#### [TASK BRIEF]
Copy out every record below exactly as written, but leave out any pictures.
═════ RECORD SET
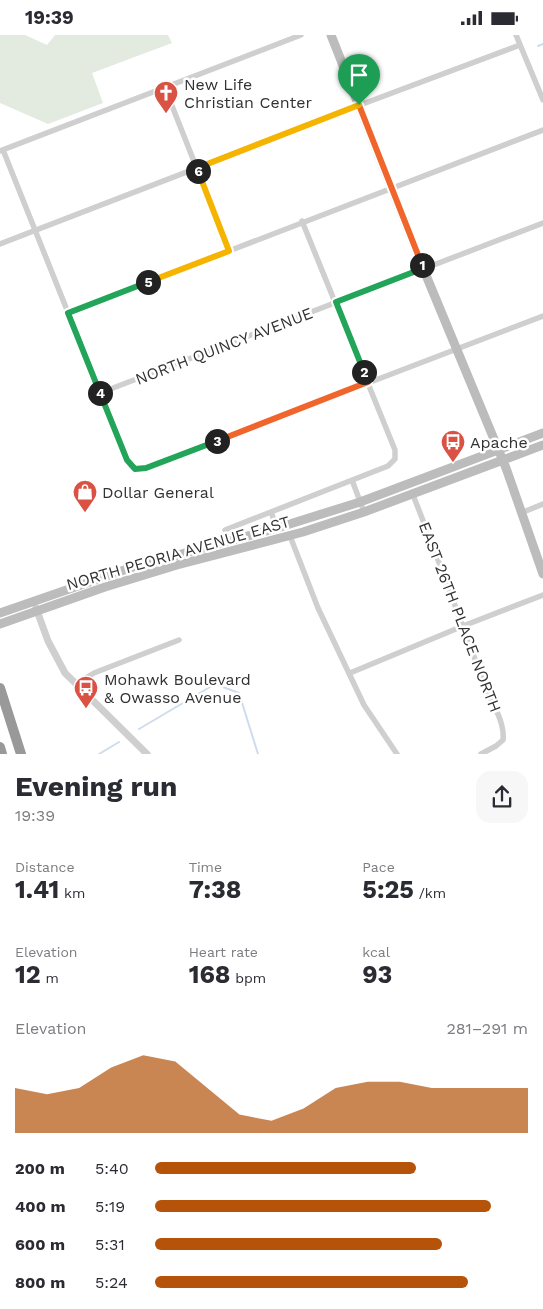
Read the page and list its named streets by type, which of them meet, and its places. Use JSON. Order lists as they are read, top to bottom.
{
  "streets": {
    "main road": ["NORTH PEORIA AVENUE EAST"],
    "street": ["NORTH QUINCY AVENUE", "EAST 26TH PLACE NORTH"]
  },
  "crossings": [
    ["NORTH PEORIA AVENUE EAST", "EAST 26TH PLACE NORTH"]
  ],
  "places": {
    "church": ["New Life Christian Center"],
    "bus stop": ["Apache", "Mohawk Boulevard & Owasso Avenue"],
    "shop": ["Dollar General"]
  },
  "page": {
    "status": "19:39",
    "pins": [
      "6",
      "1",
      "5",
      "2",
      "4",
      "3"
    ],
    "heading": ["Evening run", "19:39"],
    "stats": [
      ["Distance", "1.41 km"],
      ["Time", "7:38"],
      ["Pace", "5:25 /km"],
      ["Elevation", "12 m"],
      ["Heart rate", "168 bpm"],
      ["kcal", "93"]
    ],
    "chart": ["Elevation", "281–291 m"],
    "list": [
      {
        "name": "200 m",
        "note": "5:40"
      },
      {
        "name": "400 m",
        "note": "5:19"
      },
      {
        "name": "600 m",
        "note": "5:31"
      },
      {
        "name": "800 m",
        "note": "5:24"
      }
    ]
  }
}
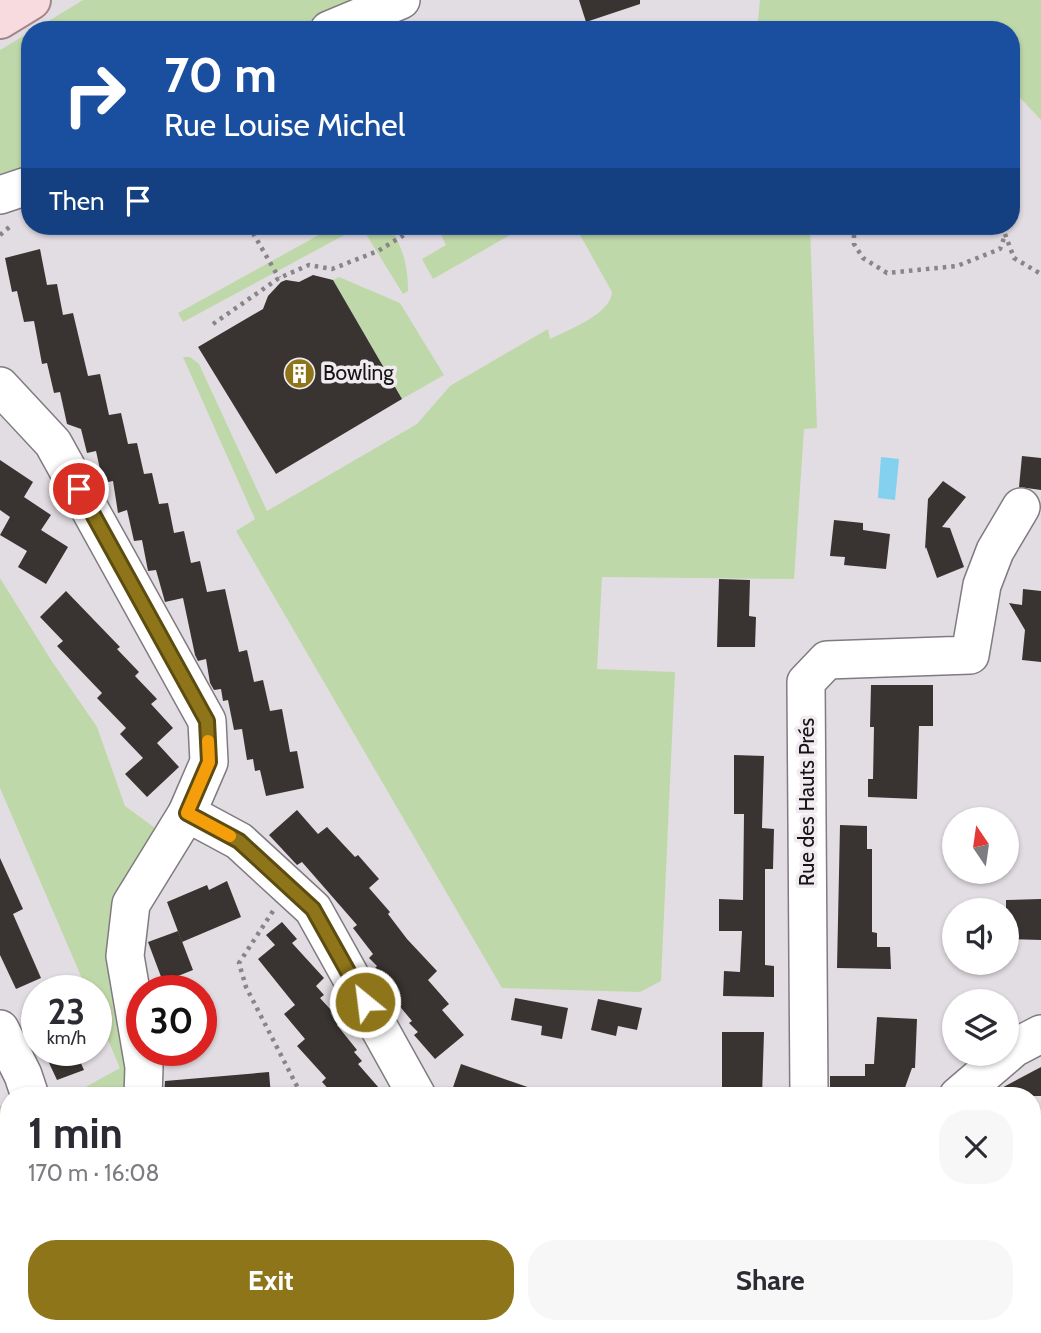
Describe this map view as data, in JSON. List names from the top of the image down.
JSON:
{
  "streets": {
    "street": ["Rue des Hauts Prés"]
  },
  "places": {
    "building": ["Bowling"]
  },
  "north": "top",
  "page": {
    "turn": ["70 m", "Rue Louise Michel"],
    "then": "Then",
    "speed": "23 km/h",
    "limit": "30",
    "heading": ["1 min", "170 m · 16:08"],
    "buttons": ["Exit", "Share"]
  }
}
══════════
#### [TASK RESPONSE]
Read the page and list its named streets by type, which of them meet, and its places. Use JSON. Order lists as they are read, top to bottom.
{
  "streets": {
    "main road": ["NORTH PEORIA AVENUE EAST"],
    "street": ["NORTH QUINCY AVENUE", "EAST 26TH PLACE NORTH"]
  },
  "crossings": [
    ["NORTH PEORIA AVENUE EAST", "EAST 26TH PLACE NORTH"]
  ],
  "places": {
    "church": ["New Life Christian Center"],
    "bus stop": ["Apache", "Mohawk Boulevard & Owasso Avenue"],
    "shop": ["Dollar General"]
  },
  "page": {
    "status": "19:39",
    "pins": [
      "6",
      "1",
      "5",
      "2",
      "4",
      "3"
    ],
    "heading": ["Evening run", "19:39"],
    "stats": [
      ["Distance", "1.41 km"],
      ["Time", "7:38"],
      ["Pace", "5:25 /km"],
      ["Elevation", "12 m"],
      ["Heart rate", "168 bpm"],
      ["kcal", "93"]
    ],
    "chart": ["Elevation", "281–291 m"],
    "list": [
      {
        "name": "200 m",
        "note": "5:40"
      },
      {
        "name": "400 m",
        "note": "5:19"
      },
      {
        "name": "600 m",
        "note": "5:31"
      },
      {
        "name": "800 m",
        "note": "5:24"
      }
    ]
  }
}
Describe this map view as data, in JSON. List names from the top of the image down.
JSON:
{
  "streets": {
    "street": ["Rue des Hauts Prés"]
  },
  "places": {
    "building": ["Bowling"]
  },
  "north": "top",
  "page": {
    "turn": ["70 m", "Rue Louise Michel"],
    "then": "Then",
    "speed": "23 km/h",
    "limit": "30",
    "heading": ["1 min", "170 m · 16:08"],
    "buttons": ["Exit", "Share"]
  }
}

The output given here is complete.